Years ago, before I had my daughter I used to get so jealous when I heard about someone else being pregnant. Whether it was a celebrity, someone I actually knew, or a randomner on the street, I was insanely jealous, but more than that it hurt like a bitch.
We tried to have a baby for four years and had two rounds of IVF to get our daughter, and throughout all of that time (and probably before that – I was always a broody bugger) I was really drawn to pregnant women. I’ve always thought pregnant women were beautiful and I love seeing them, they always just seem so special and amazing. But there was always this mix of thinking how wonderful it was, and at the same time being incredibly upset that I wasn’t in the same position as them. And of course when I was trying for a baby, pregnant women were freaking everywhere.
The thing is though, I still get a bit upset when I hear someone is pregnant, particularly when it is someone close to me. It’s completely daft, and my overwhelming feeling is happiness for them, but it always, always hurts when I find out someone is pregnant. I’m jealous, and I feel slightly funny for a bit. And then feel like a bitch for feeling like that. I guess it’s just a lingering feeling from automatically feeling that way for so long, and trying to have a baby being such a big part of my life, but it doesn’t feel like it’s ever going to go away.

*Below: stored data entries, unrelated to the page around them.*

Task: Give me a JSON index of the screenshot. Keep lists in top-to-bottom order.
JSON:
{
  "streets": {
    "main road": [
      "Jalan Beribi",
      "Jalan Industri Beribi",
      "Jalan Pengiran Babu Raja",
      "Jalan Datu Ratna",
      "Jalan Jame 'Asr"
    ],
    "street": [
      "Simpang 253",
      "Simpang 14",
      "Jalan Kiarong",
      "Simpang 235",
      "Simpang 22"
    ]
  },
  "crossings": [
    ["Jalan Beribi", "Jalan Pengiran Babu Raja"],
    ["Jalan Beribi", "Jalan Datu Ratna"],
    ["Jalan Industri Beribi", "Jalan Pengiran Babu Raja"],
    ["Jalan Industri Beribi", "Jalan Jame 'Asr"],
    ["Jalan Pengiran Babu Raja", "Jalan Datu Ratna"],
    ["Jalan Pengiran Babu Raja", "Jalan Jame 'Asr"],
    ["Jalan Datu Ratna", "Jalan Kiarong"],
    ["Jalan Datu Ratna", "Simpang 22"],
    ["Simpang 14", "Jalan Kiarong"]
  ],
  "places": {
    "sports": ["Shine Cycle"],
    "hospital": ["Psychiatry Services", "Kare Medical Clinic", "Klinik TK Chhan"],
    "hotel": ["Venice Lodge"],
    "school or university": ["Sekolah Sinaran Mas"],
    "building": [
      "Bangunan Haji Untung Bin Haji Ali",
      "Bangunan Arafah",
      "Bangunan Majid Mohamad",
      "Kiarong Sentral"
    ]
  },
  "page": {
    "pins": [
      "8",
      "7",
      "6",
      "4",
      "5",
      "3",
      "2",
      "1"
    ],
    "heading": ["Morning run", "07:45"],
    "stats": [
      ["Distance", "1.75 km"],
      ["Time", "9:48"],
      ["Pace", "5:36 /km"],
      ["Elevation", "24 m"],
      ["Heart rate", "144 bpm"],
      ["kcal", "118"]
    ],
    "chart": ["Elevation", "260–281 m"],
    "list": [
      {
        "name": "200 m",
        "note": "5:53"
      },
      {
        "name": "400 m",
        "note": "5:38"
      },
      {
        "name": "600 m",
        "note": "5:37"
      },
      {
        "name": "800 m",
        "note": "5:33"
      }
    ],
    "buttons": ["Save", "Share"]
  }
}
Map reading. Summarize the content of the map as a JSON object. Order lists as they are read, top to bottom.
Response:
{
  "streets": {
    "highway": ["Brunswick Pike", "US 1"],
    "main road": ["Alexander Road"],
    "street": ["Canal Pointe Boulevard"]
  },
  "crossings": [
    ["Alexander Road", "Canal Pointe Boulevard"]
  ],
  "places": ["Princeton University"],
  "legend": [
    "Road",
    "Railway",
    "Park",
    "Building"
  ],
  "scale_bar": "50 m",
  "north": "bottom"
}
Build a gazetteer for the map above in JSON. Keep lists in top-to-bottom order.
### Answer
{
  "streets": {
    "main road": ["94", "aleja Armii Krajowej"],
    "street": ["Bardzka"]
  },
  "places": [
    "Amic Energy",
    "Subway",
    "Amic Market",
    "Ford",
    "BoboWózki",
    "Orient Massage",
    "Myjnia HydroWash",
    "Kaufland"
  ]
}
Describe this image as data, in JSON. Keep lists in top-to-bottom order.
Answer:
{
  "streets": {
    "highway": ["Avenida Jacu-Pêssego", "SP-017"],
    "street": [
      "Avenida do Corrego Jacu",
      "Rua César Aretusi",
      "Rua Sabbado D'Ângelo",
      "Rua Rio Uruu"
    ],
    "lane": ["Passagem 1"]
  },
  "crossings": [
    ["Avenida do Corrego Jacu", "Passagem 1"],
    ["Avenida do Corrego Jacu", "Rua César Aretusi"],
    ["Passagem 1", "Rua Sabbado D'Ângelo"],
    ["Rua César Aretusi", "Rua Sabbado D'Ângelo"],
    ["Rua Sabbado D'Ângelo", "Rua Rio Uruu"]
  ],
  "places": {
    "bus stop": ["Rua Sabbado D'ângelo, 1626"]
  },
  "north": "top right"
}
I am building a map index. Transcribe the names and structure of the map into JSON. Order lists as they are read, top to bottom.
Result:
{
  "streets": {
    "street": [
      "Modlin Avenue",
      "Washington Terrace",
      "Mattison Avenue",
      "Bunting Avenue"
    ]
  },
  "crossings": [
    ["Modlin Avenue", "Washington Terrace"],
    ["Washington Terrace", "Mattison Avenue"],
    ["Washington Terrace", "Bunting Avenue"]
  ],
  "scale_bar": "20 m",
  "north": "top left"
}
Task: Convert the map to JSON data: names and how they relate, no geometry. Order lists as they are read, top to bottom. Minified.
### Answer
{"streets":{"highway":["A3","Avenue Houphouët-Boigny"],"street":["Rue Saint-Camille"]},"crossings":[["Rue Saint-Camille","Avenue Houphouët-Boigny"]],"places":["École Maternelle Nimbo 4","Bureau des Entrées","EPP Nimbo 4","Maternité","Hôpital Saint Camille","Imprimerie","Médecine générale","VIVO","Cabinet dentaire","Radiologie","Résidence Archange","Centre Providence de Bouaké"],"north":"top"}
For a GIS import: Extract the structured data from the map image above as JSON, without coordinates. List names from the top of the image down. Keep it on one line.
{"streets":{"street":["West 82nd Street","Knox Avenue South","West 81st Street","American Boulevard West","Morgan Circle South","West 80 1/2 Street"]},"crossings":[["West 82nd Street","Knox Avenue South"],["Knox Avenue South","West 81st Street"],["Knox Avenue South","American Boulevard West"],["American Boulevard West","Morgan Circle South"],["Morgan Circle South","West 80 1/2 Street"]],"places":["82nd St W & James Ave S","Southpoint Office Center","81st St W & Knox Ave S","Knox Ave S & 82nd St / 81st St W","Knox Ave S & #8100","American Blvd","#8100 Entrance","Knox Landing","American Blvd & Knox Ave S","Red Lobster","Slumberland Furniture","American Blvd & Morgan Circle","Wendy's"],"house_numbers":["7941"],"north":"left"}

The stupid thing is I have been ridiculously happy for my friends who have got pregnant, like, so, so delighted for them. And I have wanted my friends to have babies since having Ava (it has taken them a LONG time!); I literally longed for the days when my friends would start making the babies. So how can I be so overwhelmingly happy about something, and yet still be a tiny bit upset? It’s bloody silly, and pretty frustrating. I *just* want to feel happy for them, not happiness tinged with a bit of selfish nonsensical sadness.
And now we may potentially have IVF again this year, and it’s become a PREGNANT PEOPLE AND BABIES ARE EVERYWHERE scenario again. I’m happy for every single one of them (especially my amazing friends) but I’m also desperately jealous and want my own newborn in my arms right this second please.
It’s such a weird thing. I hope that once I decide my family is complete that I stop feeling this way, and can just be happy for people again, because I really am SO happy for them. But until then I suppose I just have to accept that this is how I feel, it’s probably completely natural (is it?) and I just have to deal with it when it happens.
Has anyone else ever felt this way? Can you tell me I’m not alone in this?!
(If you’re my friend and have recently had a baby and/or are pregnant 😉 I promise promise promise I was and am ridiculously happy for you, and I am not a total c***a**. And I love you, and your baby. And I can’t wait to snuggle them.)